The problem is such that how to find expected value if variable y has the following distributn( kind of discrete)
$$p(y=0)=0.2$$ $$p(y=1)=0.3$$ $$p(y=2)=0.3$$ $$p(y>2)=0.2 $$
And for $y$ is $\textrm{Poisson}$ distributed, if $y>2$.

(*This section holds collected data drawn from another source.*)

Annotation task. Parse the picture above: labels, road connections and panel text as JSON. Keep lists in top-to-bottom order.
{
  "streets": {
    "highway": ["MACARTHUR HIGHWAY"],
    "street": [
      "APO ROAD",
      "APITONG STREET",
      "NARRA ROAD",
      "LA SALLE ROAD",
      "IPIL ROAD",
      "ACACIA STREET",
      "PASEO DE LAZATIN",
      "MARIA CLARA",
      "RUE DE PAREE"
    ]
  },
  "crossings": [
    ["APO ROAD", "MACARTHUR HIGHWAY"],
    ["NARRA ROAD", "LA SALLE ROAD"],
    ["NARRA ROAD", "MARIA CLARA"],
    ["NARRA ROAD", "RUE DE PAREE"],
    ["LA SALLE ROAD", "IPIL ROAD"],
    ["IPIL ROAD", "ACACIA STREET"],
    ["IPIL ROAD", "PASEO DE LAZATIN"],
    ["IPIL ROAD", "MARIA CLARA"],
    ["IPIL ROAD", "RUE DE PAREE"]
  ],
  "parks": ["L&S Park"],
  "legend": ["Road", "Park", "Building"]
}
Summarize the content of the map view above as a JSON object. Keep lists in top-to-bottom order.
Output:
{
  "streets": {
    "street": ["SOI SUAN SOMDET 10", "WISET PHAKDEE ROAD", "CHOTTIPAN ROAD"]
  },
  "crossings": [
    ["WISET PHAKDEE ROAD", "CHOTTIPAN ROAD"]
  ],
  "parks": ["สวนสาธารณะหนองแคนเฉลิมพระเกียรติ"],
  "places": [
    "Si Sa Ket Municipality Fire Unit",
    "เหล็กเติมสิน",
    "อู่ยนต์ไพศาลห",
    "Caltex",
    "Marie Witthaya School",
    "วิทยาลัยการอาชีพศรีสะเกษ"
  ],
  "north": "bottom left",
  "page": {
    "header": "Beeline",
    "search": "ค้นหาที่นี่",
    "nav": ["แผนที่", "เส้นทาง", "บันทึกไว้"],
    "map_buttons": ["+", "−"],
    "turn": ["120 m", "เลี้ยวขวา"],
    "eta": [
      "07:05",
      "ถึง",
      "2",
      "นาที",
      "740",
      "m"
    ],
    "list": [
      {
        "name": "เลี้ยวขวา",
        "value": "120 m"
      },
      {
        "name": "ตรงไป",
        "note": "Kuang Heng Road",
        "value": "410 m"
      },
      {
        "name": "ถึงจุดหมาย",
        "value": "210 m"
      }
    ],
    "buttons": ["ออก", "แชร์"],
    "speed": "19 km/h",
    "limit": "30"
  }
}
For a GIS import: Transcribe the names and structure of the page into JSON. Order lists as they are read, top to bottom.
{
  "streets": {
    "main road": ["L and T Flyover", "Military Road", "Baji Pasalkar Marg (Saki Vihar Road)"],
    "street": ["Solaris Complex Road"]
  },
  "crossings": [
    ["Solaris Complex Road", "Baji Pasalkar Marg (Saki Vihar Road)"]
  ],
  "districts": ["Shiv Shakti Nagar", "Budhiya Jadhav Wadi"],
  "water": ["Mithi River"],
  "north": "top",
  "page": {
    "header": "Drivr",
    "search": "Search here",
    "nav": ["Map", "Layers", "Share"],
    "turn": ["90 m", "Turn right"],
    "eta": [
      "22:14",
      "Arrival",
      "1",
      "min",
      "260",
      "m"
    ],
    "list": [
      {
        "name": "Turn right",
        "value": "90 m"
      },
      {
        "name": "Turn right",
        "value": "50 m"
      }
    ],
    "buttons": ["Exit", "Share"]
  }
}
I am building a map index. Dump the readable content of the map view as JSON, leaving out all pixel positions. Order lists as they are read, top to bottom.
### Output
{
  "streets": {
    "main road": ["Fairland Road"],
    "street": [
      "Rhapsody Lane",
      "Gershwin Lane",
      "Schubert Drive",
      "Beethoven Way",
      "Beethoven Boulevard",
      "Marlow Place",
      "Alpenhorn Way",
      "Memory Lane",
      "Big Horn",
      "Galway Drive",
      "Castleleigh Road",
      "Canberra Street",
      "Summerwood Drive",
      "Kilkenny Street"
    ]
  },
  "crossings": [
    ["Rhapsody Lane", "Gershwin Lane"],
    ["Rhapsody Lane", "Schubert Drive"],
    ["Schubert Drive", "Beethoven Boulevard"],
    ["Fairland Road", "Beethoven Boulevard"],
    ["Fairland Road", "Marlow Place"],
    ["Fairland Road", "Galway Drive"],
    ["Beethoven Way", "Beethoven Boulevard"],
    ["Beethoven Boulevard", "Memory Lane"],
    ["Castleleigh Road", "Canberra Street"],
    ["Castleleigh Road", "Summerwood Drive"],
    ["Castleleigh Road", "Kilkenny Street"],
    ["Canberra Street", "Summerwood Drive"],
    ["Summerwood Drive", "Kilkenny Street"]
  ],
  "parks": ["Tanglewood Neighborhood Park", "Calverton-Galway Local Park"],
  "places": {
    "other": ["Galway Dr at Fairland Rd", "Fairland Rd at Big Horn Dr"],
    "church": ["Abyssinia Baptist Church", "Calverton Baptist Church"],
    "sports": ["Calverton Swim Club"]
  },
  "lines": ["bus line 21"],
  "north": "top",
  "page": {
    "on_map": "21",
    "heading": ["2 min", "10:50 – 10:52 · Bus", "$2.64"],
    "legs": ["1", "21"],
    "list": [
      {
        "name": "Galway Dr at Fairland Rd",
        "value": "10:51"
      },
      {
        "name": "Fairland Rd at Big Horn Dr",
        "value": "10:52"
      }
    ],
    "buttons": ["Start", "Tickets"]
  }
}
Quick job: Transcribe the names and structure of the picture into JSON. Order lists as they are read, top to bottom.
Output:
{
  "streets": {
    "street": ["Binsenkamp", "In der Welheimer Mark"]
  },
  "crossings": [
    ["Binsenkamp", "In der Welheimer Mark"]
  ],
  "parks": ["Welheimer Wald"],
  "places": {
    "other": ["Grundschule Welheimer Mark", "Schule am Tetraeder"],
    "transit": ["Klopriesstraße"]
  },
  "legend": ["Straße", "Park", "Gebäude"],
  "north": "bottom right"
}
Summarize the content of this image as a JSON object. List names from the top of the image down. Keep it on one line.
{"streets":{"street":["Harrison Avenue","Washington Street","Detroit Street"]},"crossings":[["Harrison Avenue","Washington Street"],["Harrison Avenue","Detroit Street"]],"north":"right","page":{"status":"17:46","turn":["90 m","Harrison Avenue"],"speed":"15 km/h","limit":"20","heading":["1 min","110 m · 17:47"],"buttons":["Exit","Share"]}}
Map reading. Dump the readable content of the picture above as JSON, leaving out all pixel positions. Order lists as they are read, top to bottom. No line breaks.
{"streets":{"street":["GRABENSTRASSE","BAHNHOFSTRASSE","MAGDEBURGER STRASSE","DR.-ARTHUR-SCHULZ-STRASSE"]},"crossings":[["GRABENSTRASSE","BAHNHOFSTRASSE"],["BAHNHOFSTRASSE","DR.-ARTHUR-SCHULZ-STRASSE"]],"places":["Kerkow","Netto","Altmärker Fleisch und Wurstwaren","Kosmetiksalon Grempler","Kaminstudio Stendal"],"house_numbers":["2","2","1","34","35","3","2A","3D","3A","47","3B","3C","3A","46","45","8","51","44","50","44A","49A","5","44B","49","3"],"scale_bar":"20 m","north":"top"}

So i was confused by last term , i think we wouldnt consider cases when $y=3,4,5, \ldots$ so i am aware that it is possible to rewrite $p(y>2)$ as $1-p(y=1)-p(y=0)$ but then probabilities do not coincide. So how to find EY?
On
The information that $Y \sim \mathsf{Pois}(\lambda)$ is crucial. Then $P(Y = 0) = 0.2e^{-\lambda}$ can be solved to get $\lambda \approx 1.61$ (as @WaveX suggests; take logs). So $E(Y) \approx 1.61.$
But the probabilities in your problem seem to have been severely rounded. Using the Poisson PDF with $\lambda = 1.61,$ I get the following probabilities, where the last line is for $P(Y \ge 3):$
y P(Y=y) Rounded
0 0.1998876 0.2
1 0.3218191 0.3
2 0.2590643 0.3
3+ 0.2192290 0.2
Without the assumption that $Y$ has a Poisson distribution, you can say that
$$E(Y) \ge 0(.2) + 1(.3) + 2(.3) + 3(.2) = 1.5,$$
but you don't have enough information to get an exact value. Using the value $\lambda = 1.5$ with the Poisson PDF, the table above becomes:
cbind(x,pdf)
y P(Y-y) Rounded
0 0.2231302 0.2
1 0.3346952 0.3
2 0.2510214 0.3
3+ 0.1911532 0.2
So the much-rounded version of the distribution is the same as for $\lambda = 1.61.$
I honestly don't know what answer you should give to this flawed exercise. You can give the first argument above with answer $E(Y) \approx 1.61;$ you can give the second argument with answer $E(Y) \approx 1.5;$ or you can give both along with a polite suggestion that the problem is seriously flawed and you did what you could.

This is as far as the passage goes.